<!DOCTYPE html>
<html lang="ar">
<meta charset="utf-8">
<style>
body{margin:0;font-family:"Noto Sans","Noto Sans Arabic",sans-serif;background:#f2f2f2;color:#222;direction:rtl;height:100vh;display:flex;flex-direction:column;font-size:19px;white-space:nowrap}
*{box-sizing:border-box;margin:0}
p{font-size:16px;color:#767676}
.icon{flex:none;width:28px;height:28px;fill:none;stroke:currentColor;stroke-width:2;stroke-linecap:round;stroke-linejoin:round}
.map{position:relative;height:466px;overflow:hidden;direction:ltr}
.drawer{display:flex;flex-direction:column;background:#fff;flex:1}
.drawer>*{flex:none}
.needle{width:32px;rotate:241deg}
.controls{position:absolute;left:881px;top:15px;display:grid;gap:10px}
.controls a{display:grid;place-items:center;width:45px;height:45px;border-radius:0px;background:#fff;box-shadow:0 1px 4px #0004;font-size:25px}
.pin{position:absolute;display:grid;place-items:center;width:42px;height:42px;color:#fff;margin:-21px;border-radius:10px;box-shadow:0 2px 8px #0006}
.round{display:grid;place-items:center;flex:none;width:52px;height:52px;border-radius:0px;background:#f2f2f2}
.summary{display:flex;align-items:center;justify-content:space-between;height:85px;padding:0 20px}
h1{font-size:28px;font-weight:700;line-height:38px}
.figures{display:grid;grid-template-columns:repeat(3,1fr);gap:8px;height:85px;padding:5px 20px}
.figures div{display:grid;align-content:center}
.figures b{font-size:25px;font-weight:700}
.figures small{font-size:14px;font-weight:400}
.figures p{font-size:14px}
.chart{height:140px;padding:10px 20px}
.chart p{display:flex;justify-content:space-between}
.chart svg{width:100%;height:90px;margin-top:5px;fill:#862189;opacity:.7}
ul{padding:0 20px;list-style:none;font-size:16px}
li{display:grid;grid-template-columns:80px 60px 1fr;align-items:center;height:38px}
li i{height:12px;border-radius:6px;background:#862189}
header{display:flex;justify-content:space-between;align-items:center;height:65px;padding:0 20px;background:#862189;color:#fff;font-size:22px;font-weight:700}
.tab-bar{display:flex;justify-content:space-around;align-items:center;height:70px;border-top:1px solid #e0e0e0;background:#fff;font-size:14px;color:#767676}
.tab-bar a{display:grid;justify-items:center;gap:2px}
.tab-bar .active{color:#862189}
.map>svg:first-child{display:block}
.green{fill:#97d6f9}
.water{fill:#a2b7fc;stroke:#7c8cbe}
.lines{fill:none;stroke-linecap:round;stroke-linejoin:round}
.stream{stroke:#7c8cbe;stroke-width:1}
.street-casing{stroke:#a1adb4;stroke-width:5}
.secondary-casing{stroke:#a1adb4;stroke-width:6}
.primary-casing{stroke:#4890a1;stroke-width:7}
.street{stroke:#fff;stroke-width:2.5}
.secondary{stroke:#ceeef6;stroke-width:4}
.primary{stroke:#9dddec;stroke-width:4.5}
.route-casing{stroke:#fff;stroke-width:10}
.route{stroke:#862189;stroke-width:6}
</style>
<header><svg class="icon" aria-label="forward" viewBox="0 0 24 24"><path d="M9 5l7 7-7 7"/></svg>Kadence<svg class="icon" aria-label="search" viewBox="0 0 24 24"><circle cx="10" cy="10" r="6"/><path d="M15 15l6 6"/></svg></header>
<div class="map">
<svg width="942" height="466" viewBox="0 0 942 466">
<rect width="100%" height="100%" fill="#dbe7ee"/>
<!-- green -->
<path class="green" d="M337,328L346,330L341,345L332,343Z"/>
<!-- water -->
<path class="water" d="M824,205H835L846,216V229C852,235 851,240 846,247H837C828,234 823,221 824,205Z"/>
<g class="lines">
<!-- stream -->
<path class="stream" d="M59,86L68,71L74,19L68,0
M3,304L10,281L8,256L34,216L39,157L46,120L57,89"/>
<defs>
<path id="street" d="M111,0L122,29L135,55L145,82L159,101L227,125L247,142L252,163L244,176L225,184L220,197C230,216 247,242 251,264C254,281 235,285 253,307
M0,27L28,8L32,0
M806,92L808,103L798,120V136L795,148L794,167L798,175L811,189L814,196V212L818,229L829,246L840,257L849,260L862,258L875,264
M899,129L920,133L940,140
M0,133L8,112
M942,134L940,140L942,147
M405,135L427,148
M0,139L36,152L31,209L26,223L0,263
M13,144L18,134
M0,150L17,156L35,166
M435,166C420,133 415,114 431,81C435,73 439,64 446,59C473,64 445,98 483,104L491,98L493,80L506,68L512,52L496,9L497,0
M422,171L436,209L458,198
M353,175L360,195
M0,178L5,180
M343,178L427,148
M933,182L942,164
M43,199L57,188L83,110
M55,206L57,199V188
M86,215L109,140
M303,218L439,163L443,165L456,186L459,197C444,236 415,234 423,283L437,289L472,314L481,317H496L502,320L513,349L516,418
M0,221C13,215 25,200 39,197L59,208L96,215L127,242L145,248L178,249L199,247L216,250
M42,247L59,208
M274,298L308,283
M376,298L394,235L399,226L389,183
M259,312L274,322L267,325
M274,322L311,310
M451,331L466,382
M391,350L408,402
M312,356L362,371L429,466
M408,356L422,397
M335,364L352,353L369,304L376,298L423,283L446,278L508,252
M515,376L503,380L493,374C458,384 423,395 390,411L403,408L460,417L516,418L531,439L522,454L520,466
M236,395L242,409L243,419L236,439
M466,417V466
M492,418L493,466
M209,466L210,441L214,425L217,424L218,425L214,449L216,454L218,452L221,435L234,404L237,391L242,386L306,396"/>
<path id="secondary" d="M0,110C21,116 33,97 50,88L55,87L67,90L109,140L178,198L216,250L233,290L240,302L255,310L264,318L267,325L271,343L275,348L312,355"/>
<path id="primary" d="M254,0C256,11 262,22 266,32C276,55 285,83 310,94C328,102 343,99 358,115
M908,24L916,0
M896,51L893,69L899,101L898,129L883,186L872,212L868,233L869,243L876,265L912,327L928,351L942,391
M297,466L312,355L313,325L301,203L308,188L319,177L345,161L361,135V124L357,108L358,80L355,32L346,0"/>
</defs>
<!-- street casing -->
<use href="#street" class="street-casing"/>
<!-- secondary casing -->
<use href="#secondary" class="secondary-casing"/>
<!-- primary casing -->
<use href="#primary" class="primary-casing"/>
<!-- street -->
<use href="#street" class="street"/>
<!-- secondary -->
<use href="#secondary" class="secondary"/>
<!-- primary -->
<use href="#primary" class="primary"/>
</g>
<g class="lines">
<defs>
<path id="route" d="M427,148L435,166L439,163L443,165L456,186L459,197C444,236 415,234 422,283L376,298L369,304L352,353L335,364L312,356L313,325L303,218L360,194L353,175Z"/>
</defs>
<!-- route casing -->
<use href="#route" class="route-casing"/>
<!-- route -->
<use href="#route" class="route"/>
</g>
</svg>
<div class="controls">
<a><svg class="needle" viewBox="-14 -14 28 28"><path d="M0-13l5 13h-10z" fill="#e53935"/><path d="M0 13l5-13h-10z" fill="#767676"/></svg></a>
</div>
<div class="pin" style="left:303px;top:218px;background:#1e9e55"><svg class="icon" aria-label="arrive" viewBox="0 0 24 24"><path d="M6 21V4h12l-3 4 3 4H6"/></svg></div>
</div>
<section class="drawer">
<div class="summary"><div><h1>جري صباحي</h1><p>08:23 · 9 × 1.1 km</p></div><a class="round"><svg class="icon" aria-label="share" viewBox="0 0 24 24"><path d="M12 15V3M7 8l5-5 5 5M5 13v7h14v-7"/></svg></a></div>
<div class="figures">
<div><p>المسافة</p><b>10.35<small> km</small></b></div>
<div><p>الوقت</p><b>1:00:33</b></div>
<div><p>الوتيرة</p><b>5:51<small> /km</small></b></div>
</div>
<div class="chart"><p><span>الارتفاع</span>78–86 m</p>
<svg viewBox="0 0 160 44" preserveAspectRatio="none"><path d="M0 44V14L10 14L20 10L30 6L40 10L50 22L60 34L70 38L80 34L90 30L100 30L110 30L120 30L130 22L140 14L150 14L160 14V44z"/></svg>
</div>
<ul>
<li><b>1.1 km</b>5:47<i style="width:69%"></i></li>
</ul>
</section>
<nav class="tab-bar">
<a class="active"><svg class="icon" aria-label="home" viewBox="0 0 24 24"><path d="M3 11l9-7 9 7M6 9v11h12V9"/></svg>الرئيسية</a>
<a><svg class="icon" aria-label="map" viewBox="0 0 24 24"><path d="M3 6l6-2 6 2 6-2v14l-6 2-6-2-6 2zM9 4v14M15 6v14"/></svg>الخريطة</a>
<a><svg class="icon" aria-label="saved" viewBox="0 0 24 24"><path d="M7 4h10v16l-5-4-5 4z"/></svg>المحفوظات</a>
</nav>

**DIRECTIONS:**
Tell how many lines above include the word "controls". Give the number alone.

**RESPONSE TO THIS EXERCISE:**
3